The admonition was unnecessary. There were footsteps on the stairs, hundreds of them, a dense crowd pressing toward the top of the tower in eerie, determined silence.

“Windows, then,” Alex said.

She ran to the window, with Winter right behind her. Here on the top floor of the tower, they were wide, many-paned things that looked as old as the cathedral itself. They weren't designed to open, but Alex's lines of shadow slashed through them, and lead and glass sprayed outward into the night. A gust of cold wind slammed into Winter like a hammer, and the room was suddenly noisy with creaking ropes and snapping flags. The rat's nest of lines between the tower and its neighbor seemed to fill the world, with the peaked roof of the cathedral itself far, far below.

“I could get clear,” Alex said. “But my lines aren't strong enough to carry everybody. We'll have to use the ropes.”

“They're not strong enough, either,” Millie said, poking her head out. “Those are barely more than clotheslines.”

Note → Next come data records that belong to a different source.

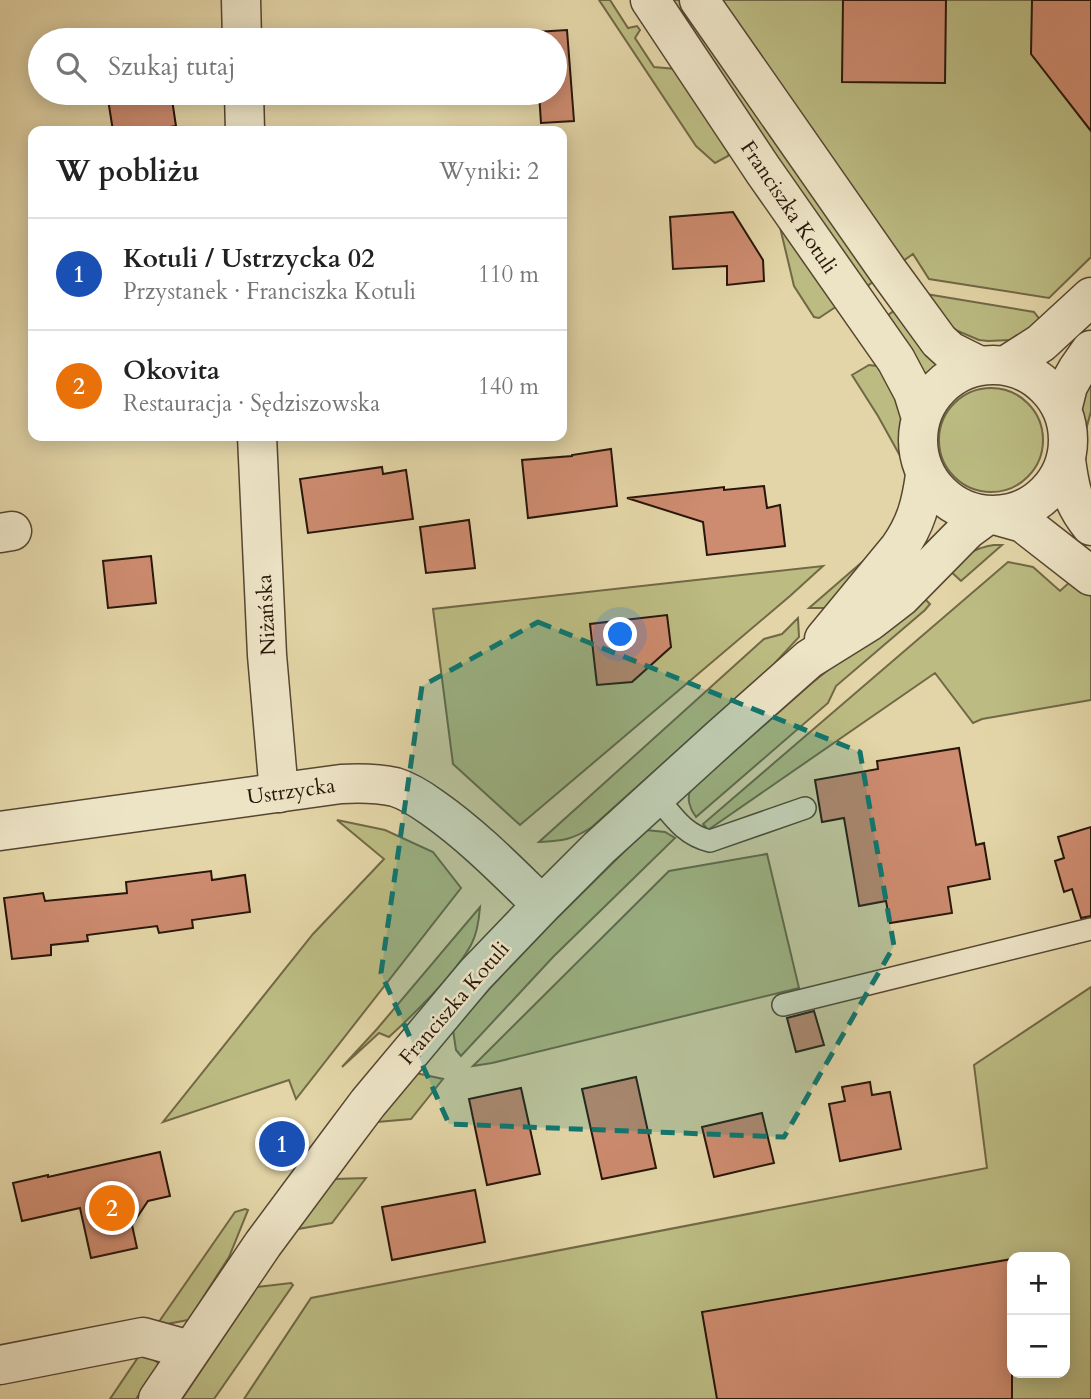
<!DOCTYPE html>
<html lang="pl">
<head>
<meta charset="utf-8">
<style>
	:root { --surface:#fff; --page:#f2f2f2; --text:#222; --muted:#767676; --line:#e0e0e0; --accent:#8f2418 }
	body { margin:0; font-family:Cardo,serif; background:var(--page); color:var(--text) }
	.controls { position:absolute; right:21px; bottom:21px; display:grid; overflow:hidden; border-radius:14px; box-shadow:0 4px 18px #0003 }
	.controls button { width:63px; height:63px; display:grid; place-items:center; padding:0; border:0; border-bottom:2px solid var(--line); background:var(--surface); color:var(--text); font:35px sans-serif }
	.you { position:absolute; left:621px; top:635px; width:24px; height:24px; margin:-18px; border:5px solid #fff; border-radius:50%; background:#1a73e8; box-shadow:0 0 0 10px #1a73e833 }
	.badge { display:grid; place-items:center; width:46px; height:46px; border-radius:50%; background:var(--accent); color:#fff; font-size:23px; font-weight:700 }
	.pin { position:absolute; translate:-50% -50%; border:4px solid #fff; box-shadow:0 2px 7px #0006 }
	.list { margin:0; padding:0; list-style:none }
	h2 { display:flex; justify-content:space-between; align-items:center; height:91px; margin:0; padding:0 28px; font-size:30px }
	h2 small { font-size:23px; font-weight:400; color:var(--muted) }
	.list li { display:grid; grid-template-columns:46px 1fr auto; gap:21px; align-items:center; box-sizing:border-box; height:112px; padding:0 28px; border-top:2px solid var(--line) }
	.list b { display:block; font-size:26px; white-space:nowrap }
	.list p { margin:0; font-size:23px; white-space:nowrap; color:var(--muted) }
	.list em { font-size:23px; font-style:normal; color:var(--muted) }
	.icon { flex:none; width:38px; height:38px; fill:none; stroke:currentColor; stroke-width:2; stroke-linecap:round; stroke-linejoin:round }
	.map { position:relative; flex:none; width:1091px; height:1399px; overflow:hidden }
	.search { position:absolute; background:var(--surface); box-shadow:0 4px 18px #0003; left:28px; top:28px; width:539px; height:77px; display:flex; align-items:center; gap:18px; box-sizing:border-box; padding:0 24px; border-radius:38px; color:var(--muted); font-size:26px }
	.panel { position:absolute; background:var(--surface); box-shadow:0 4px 18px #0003; left:28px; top:126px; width:539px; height:315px; border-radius:14px }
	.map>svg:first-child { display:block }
	.green { fill:#bbbb82; stroke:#716846; stroke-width:2; fill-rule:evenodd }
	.building { fill:#cd8b6f; stroke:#27160a; stroke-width:2 }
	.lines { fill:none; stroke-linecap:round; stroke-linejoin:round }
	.service-casing { stroke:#564631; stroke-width:24 }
	.minor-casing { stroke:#564631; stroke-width:41 }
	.tertiary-casing { stroke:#564631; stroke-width:41 }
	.service { stroke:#ede4c6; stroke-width:21 }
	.minor { stroke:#ede4c6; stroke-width:38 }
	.tertiary { stroke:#ede4c6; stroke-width:38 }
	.marked { fill:#0f766e; fill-opacity:0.2; stroke:#0f766e; stroke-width:5; stroke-dasharray:14 9; stroke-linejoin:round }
	.labels { text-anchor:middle; stroke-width:5; stroke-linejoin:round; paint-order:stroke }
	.street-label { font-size:21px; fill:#27160a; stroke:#ede4c6 }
</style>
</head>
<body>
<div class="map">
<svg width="1091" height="1399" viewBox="0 0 1091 1399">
	<rect width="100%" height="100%" fill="#e3d5a7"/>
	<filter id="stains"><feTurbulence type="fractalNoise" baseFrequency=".00286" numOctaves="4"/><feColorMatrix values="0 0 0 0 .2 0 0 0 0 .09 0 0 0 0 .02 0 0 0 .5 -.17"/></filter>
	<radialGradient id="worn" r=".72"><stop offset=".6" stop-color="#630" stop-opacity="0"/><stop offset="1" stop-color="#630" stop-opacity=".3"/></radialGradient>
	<path class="green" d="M599,0h11l18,28 9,-2 3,4 -5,8 19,29 22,2 54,80 -2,7 -13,7 -19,-17z
		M668,0h17l193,278 -16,12z
		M717,0h374v257l-42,41 -120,-19 -16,-25 -13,9z
		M779,223l61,81 -21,14 -5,-1 -20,-31z
		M920,293l114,19 10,13 -33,15 -23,1 -9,-1 -26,-11z
		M898,308l39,55 -1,6 -11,9 -44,-58z
		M869,365l16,2 18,54 -2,21 3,21 -26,-47 -26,-41z
		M1091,372v39l-8,30 -2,-30z
		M939 440a52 52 0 1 1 104 0a52 52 0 1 1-104 0Z
		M994,545h8l-41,36 -14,-13c16,-11 26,-20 47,-23z
		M876,550l-47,58h-20z
		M1008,562l25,5 27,24 12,-11 19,16v104l-109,19 -9,4 -38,-50 -227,157 -5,-6z
		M823,566l-33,30 -270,229 -67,-61 -20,-155z
		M921,595l9,9 -5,6 -89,76 -8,17 -132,114c-6,-8 -10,-19 -5,-28l121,-106z
		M798,618l1,19 -25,27 -182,163c-20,13 -30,14 -53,15l225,-203 18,-5z
		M337,820l48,10 48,22 28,36 -165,211 -7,-19 -126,42 150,-188 71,-75z
		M646,830l19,2 10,6 -122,119 -92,99 -5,-6 -3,-20 37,-42 62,-65z
		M767,854l32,134 -307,75 -19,3 196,-195z
		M480,907c-1,13 -3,27 -9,38 -17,31 -56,68 -82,92l-10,-4 -37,34 35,-38z
		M1091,987v412h-847l67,-101 676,-130 -13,-103zM1012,1257h53v116h-53z
		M416,1073l27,6 -32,40 -34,3z
		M366,1178l-34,45 -34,6 36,-50z
		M245,1209l3,1 -19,47 -36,56 -5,7 -32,6 79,-114z
		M291,1283l2,2 -79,114h-32l75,-112z
		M141,1353l9,3 9,8 -23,35h-26z"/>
	<path class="building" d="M843,0h103l-1,83 -103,-1z
		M1032,0h59v131l-60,-77z
		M567,30l7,91 -33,2 -2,-30h16v-53h-20v-8z
		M107,93h64l5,33 -31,5h-32z
		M733,212l30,48 1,21 -37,4v-19l-54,3 -3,-52z
		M611,449l6,57 -89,12 -6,-58 50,-4v-1z
		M382,467l1,7 23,-4 7,49 -105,14 -8,-54z
		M764,486l3,22 13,-3 5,41 -78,9 -4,-33 -76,-24 97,-11v3z
		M469,520l6,48 -49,5 -6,-46z
		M151,556l5,47 -48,5 -5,-47z
		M667,615l4,32 -39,35 -35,3 -7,-61z
		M959,748l17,97 8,-2 6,36 -42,8 4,26 -62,10 -4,-22 -27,5 -15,-88 -22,4 -7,-42 63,-11 -1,-8z
		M1091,827v89l-10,2 -9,-29 -8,3 -9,-31 9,-3 -6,-21z
		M211,871l1,9 33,-5 5,37 -58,8 1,8 -34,5 -2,-7 -70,9 1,6 -37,4v10l-39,4 -8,-61 39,-5 2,8 82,-8 -1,-11z
		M814,1011l10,34 -28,7 -9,-34z
		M636,1077l20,91 -54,11 -20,-90z
		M870,1082l2,13 18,-3 11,57 -61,12 -11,-57 16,-3 -3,-14z
		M521,1088l19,86 -53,11 -18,-86z
		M762,1113l12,50 -60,14 -12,-50z
		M160,1152l10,44 -22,5 -16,24 5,23 -46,10 -11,-50 -58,13 -9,-38 35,-8v2z
		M475,1190l10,52 -93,18 -10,-53z
		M1012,1259v140h-295l-15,-87z"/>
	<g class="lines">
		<defs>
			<path id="service" d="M656,796c17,20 28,39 54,45l95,-33
				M783,1005l308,-76"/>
			<path id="minor" d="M241,0l1,40
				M244,93l1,38
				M257,436l10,219 12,138
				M1066,460c4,29 6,42 25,66
				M998,516l25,7 68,53
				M0,533l12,-2
				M0,1365l143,-28 47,13"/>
			<path id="tertiary" d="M650,0l113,170 133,190 17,32 8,26
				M699,0l189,271 51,70 11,10 30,15
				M918 440a75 75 0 1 1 150 0a75 75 0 1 1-150 0Z
				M1005,366l36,-23 50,-46
				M1062,410l6,-24 9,-16 14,-20
				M824,639l75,-91c17,-24 22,-44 26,-73
				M0,831l341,-47c19,-1 36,-1 54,3 13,4 27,13 38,21 40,28 74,63 109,97
				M158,1399l105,-155 75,-101 30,-40 107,-128 67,-70 57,-57 121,-110 89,-79 61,-38 31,-24 66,-67 19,-14"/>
		</defs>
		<use href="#service" class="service-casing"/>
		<use href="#minor" class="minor-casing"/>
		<use href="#tertiary" class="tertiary-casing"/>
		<use href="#service" class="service"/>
		<use href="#minor" class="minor"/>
		<use href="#tertiary" class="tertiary"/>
	</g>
	<path class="marked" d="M538,622l322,130 34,194 -110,191 -335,-13 -68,-151 41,-287z"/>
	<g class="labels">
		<g class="street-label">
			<text transform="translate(789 207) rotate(56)" y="7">Franciszka Kotuli</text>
			<text transform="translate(266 615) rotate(-93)" y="7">Niżańska</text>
			<text transform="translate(291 791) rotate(-8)" y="7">Ustrzycka</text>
			<text transform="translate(454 1003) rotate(-49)" y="7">Franciszka Kotuli</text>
		</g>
	</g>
	<rect width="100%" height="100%" filter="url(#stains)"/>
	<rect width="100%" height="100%" fill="url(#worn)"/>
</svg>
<div class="controls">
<button>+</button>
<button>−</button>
</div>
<div class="you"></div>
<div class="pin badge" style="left:282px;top:1144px;background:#1a4fb4">1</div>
<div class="pin badge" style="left:112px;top:1208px;background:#e8710a">2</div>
<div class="search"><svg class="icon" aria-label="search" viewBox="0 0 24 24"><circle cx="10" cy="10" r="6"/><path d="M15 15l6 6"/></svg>Szukaj tutaj</div>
<section class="panel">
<h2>W pobliżu<small>Wyniki: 2</small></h2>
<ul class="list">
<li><span class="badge" style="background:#1a4fb4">1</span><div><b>Kotuli / Ustrzycka 02</b><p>Przystanek · Franciszka Kotuli</p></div><em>110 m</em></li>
<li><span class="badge" style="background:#e8710a">2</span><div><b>Okovita</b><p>Restauracja · Sędziszowska</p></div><em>140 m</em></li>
</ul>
</section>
</div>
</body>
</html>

“I've got an idea,” Alex said. She leaned out and fired a beam of darkness upward. “Give me a minute.”

“You may not have that long!” Bobby shouted as Alex swung out the window.

She had her sword drawn. The first of the attackers had reached the jammed desk, and he scrambled up on it and came forward on all fours without a pause, his eyes glowing a gory crimson. Bobby shut her eyes as he came close and swung, blade catching him just above the ear. A normal person's swing might
have glanced off the skull, but with Bobby's strength, the man's head exploded in a shower of bone and brain.

Two more men in black robes were right behind him, climbing over his body as it twitched in its final convulsions, hands reaching for Bobby. Her wild swing took off an arm at the elbow, but then they were on top of her, grabbing her sword, fingers closing over the blade even as it cut them to the bone.

Winter glanced across the room to make sure Jane and Red hadn't moved, then stepped up beside Bobby, drawing her own sword. She slashed down, severing another hand, but by then more black-robed figures were crawling through the doorway, pulling themselves along the maimed, still-struggling bodies below them. One, a heavyset man who might have looked friendly if not for the red light in his eyes, pushed off the one-armed man beneath him and came down on top of Bobby, arms around her shoulders, pressing her down with his bulk. Another man reached for Winter, and she backpedaled and stabbed him through the eye, his body jerking spastically. She spun to help Bobby, but the younger woman was already pushing back to her feet, throwing the heavy man into the ceiling so hard Winter heard the
crunch
of breaking bone.

With a
creak
of straining wood, the pile of attackers pushed forward, even the dead ones. There were more of them behind, Winter realized, shoving on the bodies and the desk together. At the same time, another man slithered through the narrowing gap at the top and threw himself at Bobby, slamming a fist into her stomach. Bobby grunted and brought her hand down on his back, breaking his spine with an audible
snap
, but his hands still scrabbled at her. She was fighting blind, not daring to open her eyes in the red glare of the Beast's gaze, and it was a few moments before her groping fingers found his head and tore him away.

We can't hold this.
Ordinarily, Winter would have considered this an excellent defensive position, with one narrow, half-barricaded doorway. But ordinary defense relied on an enemy who was reluctant to die, and the Beast had a thousand bodies to throw away. Bobby's strength would keep them back for a while, but even she would tire soon.